If, due to the nature of the issue you have encountered, you are unable to run this command, please add a comment stating that fact and change the bug status to 'Confirmed'.

This change has been made by an automated script, maintained by the Ubuntu Kernel Team.

Changed in linux (Ubuntu):
status: New → Incomplete
tags: added: bionic
Andy Smith (grifferz) wrote :

I am unable to run apport-collect because the guest does not boot.

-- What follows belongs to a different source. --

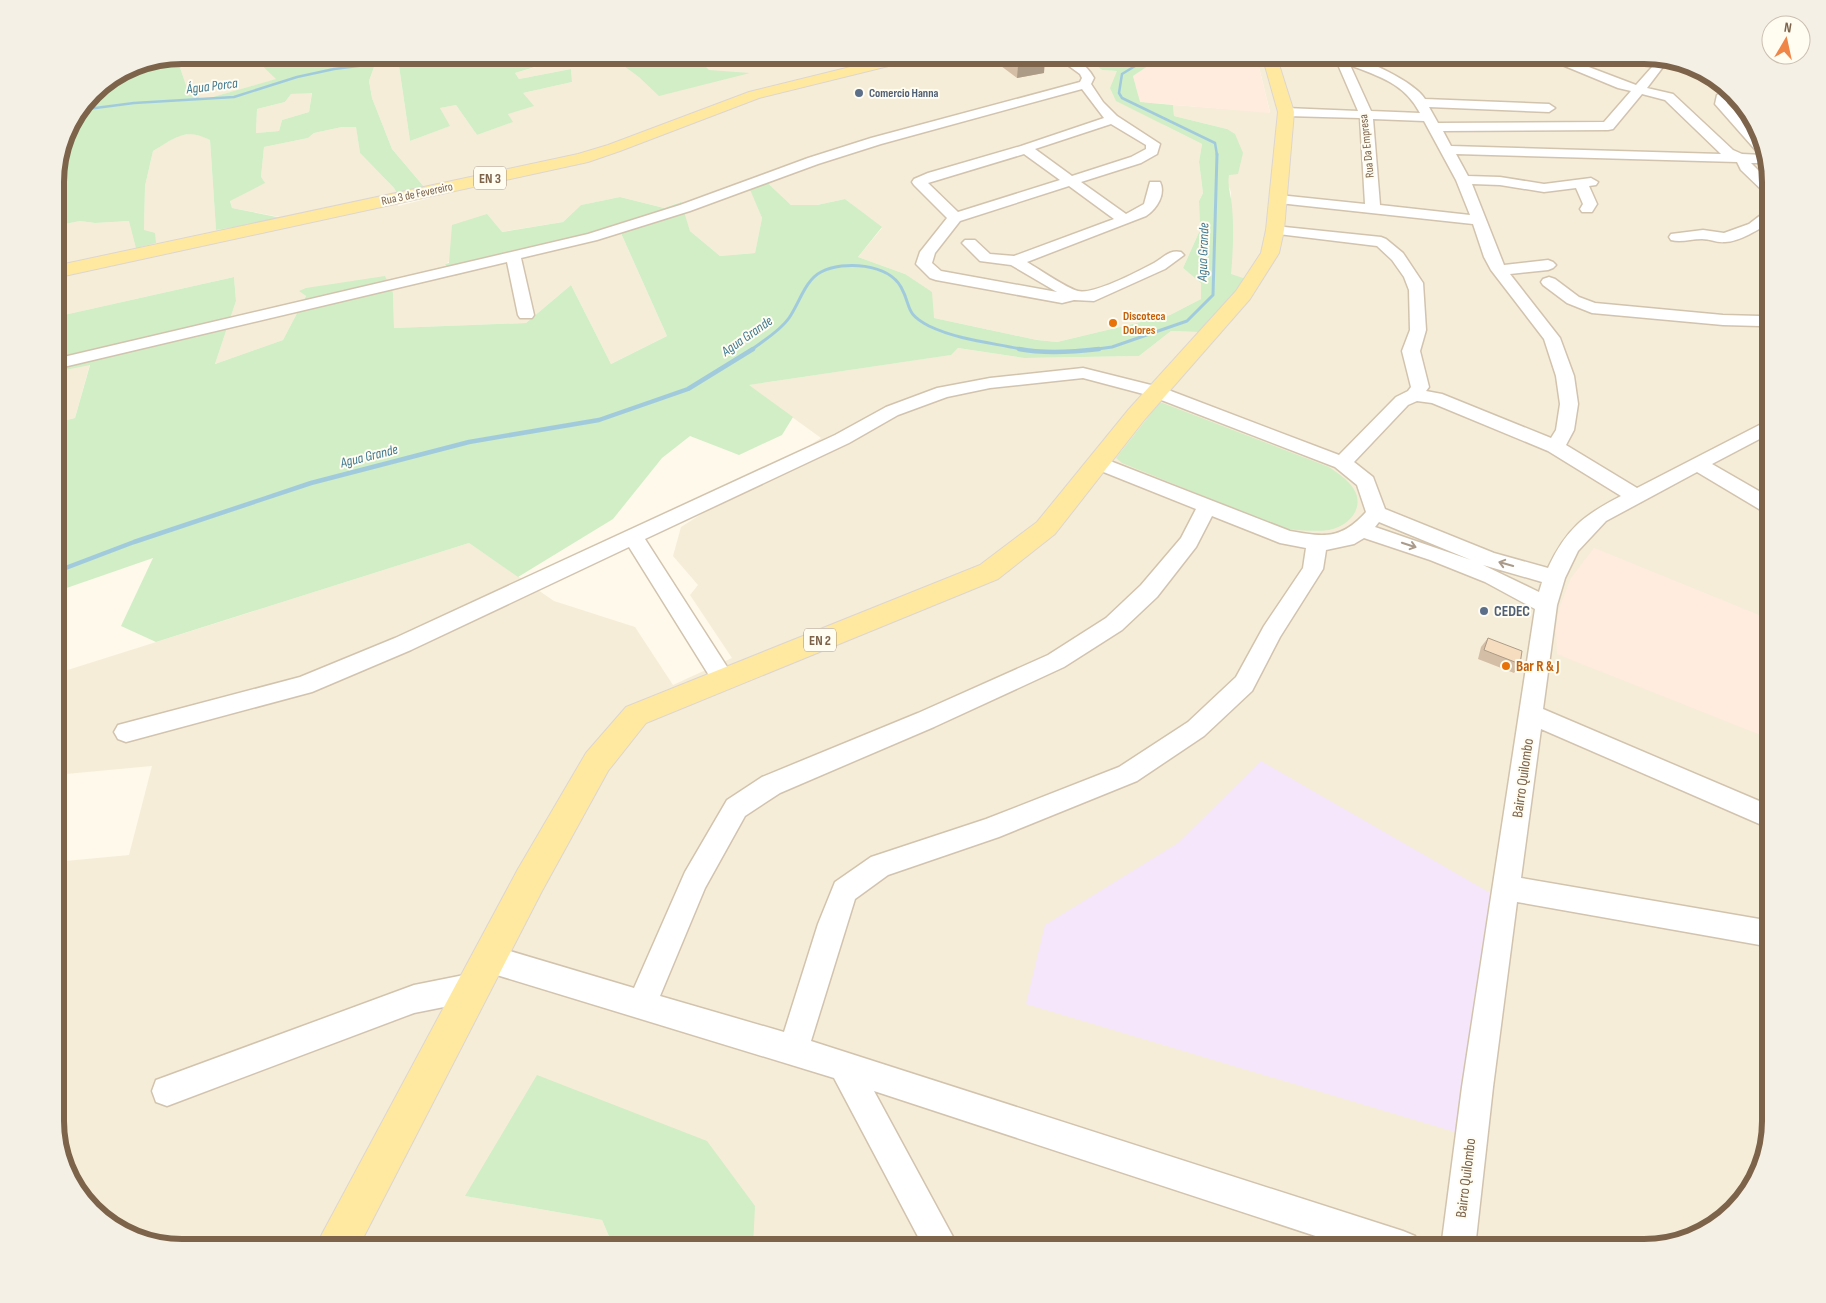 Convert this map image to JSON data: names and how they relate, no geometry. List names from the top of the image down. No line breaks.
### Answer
{"streets":{"main road":["EN 3","Rua 3 de Fevereiro","EN 2"],"street":["Rua Da Empresa","Bairro Quilombo"]},"water":["Água Porca","Agua Grande"],"places":["Comercio Hanna","Discoteca Dolores","CEDEC","Bar R & J"],"north":"top"}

Changed in linux (Ubuntu):
status: Incomplete → Confirmed
Joseph Salisbury (jsalisbury) wrote :

Does the machine boot if you select 4.15.0-33 from the GRUB menu? If so, can you test the latest 4.15 upstream stable kernel, which can be downloaded from:

http://kernel.ubuntu.com/~kernel-ppa/mainline/v4.15.18/

Changed in linux (Ubuntu):
importance: Undecided → High
Changed in linux (Ubuntu Bionic):
importance: Undecided → High
status: New → Incomplete
Changed in linux (Ubuntu):
status: Confirmed → Incomplete
tags: added: kernel-key
Andy Smith (grifferz) wrote :

32-bit kernel http://kernel.ubuntu.com/~kernel-ppa/mainline/v4.15.18/linux-image-4.15.18-041518-generic_4.15.18-041518.201804190330_i386.deb does not boot, in fact it crashes immediately without producing any console output at all (so doesn't get as far as the currently-packaged linux-image-generic).

The 64-bit package http://kernel.ubuntu.com/~kernel-ppa/mainline/v4.15.18/linux-image-4.15.18-041518-generic_4.15.18-041518.201804190330_amd64.deb boots and seems to behave as expected.

Would it help if I went back through package versions of linux-image-generic until I find one that does boot? I know for certain that one of them does because this was encountered only after an update.

Joseph Salisbury (jsalisbury) wrote :

Sorry, I requested testing of the 4.15.0-33 kernel, but should have requested 4.15.0-32.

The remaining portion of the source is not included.